Segment Start: DATASET RECORDS

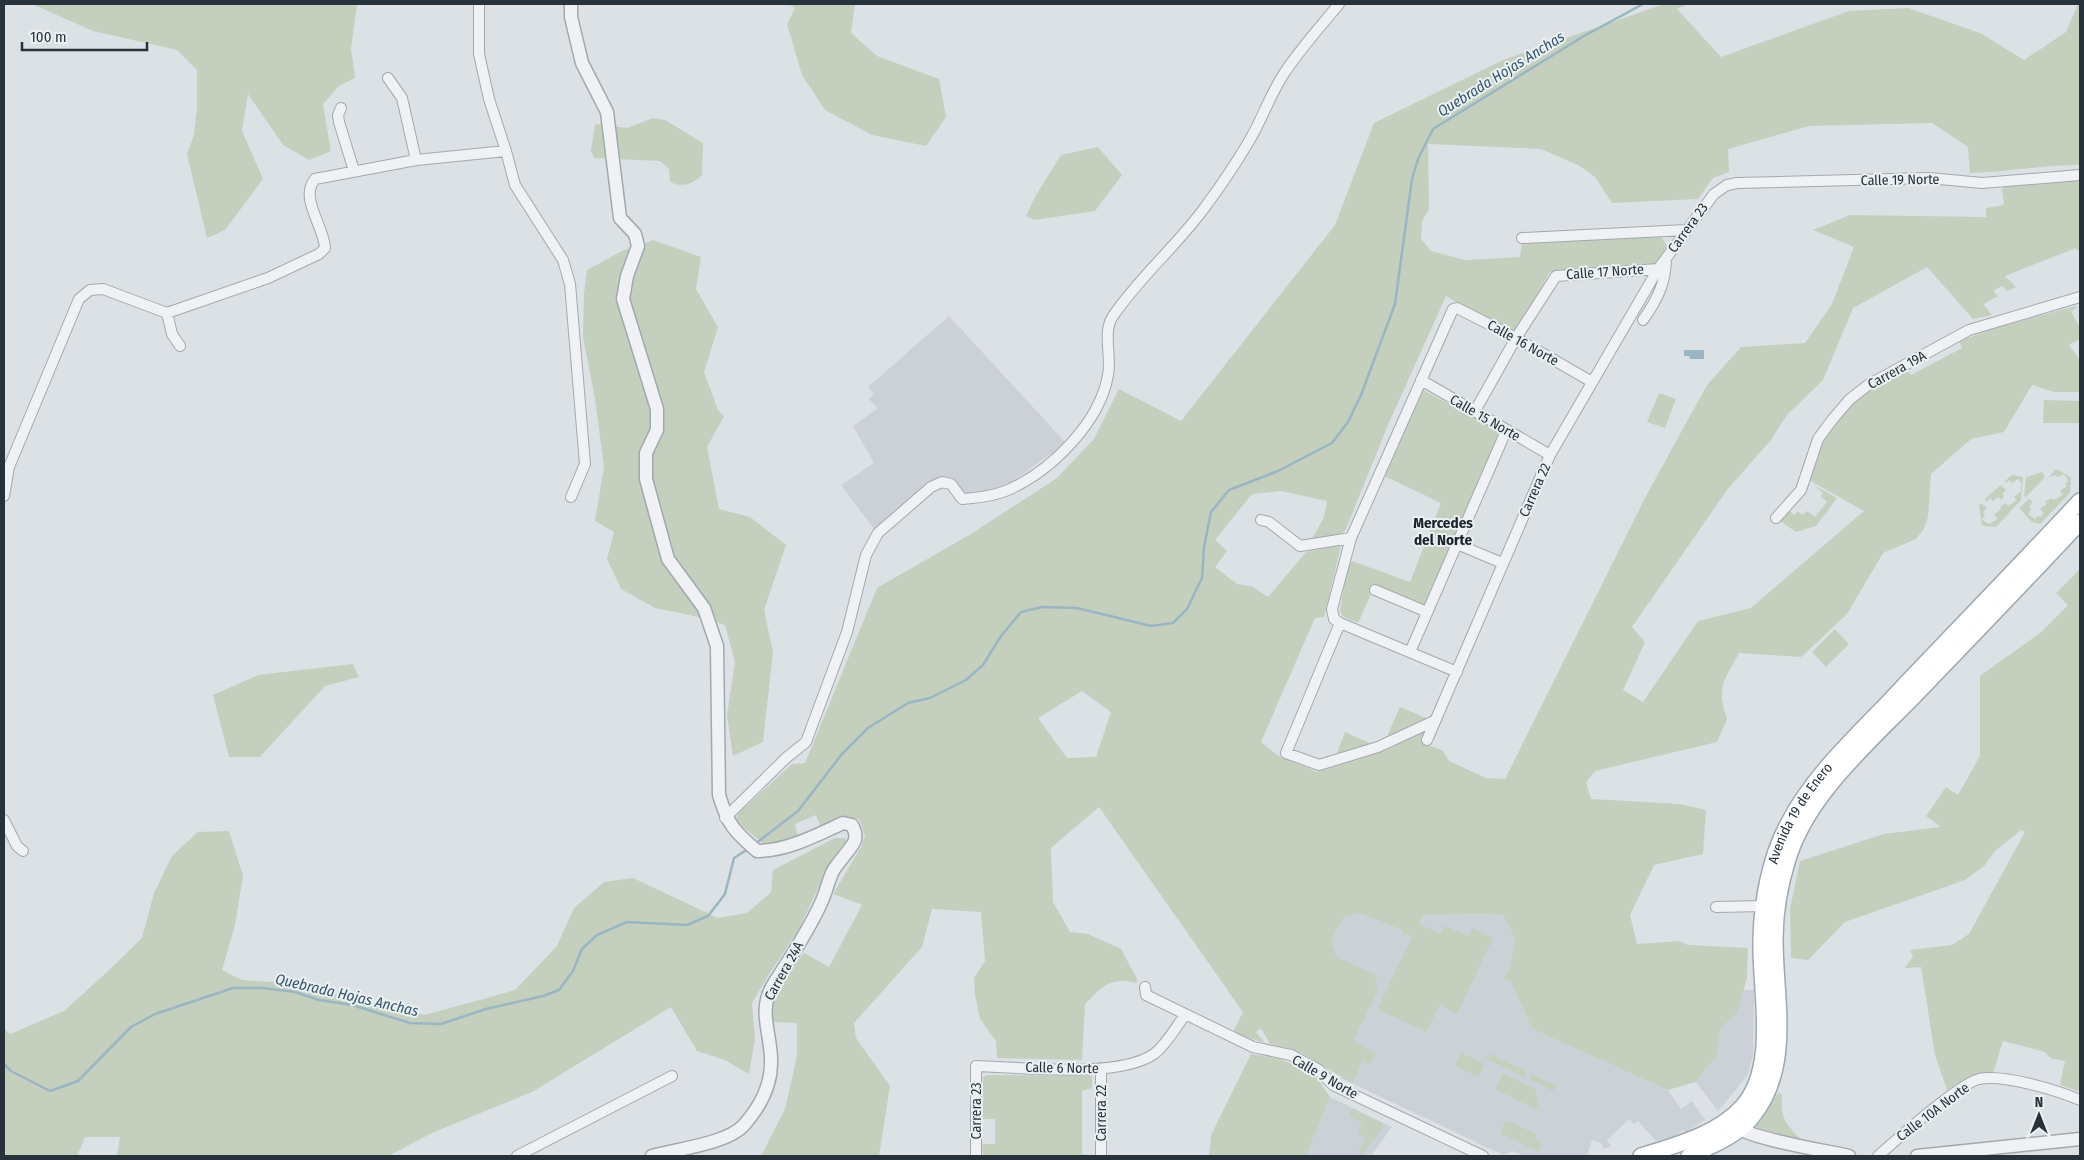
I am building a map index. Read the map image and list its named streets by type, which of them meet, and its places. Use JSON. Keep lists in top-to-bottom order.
{
  "streets": {
    "main road": ["Avenida 19 de Enero"],
    "street": [
      "Calle 19 Norte",
      "Carrera 23",
      "Calle 17 Norte",
      "Calle 16 Norte",
      "Carrera 19A",
      "Calle 15 Norte",
      "Carrera 22",
      "Carrera 24A",
      "Calle 6 Norte",
      "Calle 9 Norte",
      "Calle 10A Norte"
    ]
  },
  "crossings": [
    ["Calle 19 Norte", "Carrera 23"],
    ["Carrera 23", "Calle 17 Norte"],
    ["Carrera 23", "Carrera 22"],
    ["Carrera 23", "Calle 6 Norte"],
    ["Calle 17 Norte", "Calle 16 Norte"],
    ["Calle 17 Norte", "Carrera 22"],
    ["Calle 16 Norte", "Calle 15 Norte"],
    ["Calle 16 Norte", "Carrera 22"],
    ["Calle 15 Norte", "Carrera 22"],
    ["Carrera 22", "Calle 6 Norte"],
    ["Calle 6 Norte", "Calle 9 Norte"]
  ],
  "districts": ["Mercedes del Norte"],
  "water": ["Quebrada Hojas Anchas"],
  "scale_bar": "100 m",
  "north": "top"
}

Segment End: DATASET RECORDS

Without changing a word, retype the data above and omit its pictures.

→ **RESPONSE**:
I am building a map index. Read the map image and list its named streets by type, which of them meet, and its places. Use JSON. Keep lists in top-to-bottom order.
{
  "streets": {
    "main road": ["Avenida 19 de Enero"],
    "street": [
      "Calle 19 Norte",
      "Carrera 23",
      "Calle 17 Norte",
      "Calle 16 Norte",
      "Carrera 19A",
      "Calle 15 Norte",
      "Carrera 22",
      "Carrera 24A",
      "Calle 6 Norte",
      "Calle 9 Norte",
      "Calle 10A Norte"
    ]
  },
  "crossings": [
    ["Calle 19 Norte", "Carrera 23"],
    ["Carrera 23", "Calle 17 Norte"],
    ["Carrera 23", "Carrera 22"],
    ["Carrera 23", "Calle 6 Norte"],
    ["Calle 17 Norte", "Calle 16 Norte"],
    ["Calle 17 Norte", "Carrera 22"],
    ["Calle 16 Norte", "Calle 15 Norte"],
    ["Calle 16 Norte", "Carrera 22"],
    ["Calle 15 Norte", "Carrera 22"],
    ["Carrera 22", "Calle 6 Norte"],
    ["Calle 6 Norte", "Calle 9 Norte"]
  ],
  "districts": ["Mercedes del Norte"],
  "water": ["Quebrada Hojas Anchas"],
  "scale_bar": "100 m",
  "north": "top"
}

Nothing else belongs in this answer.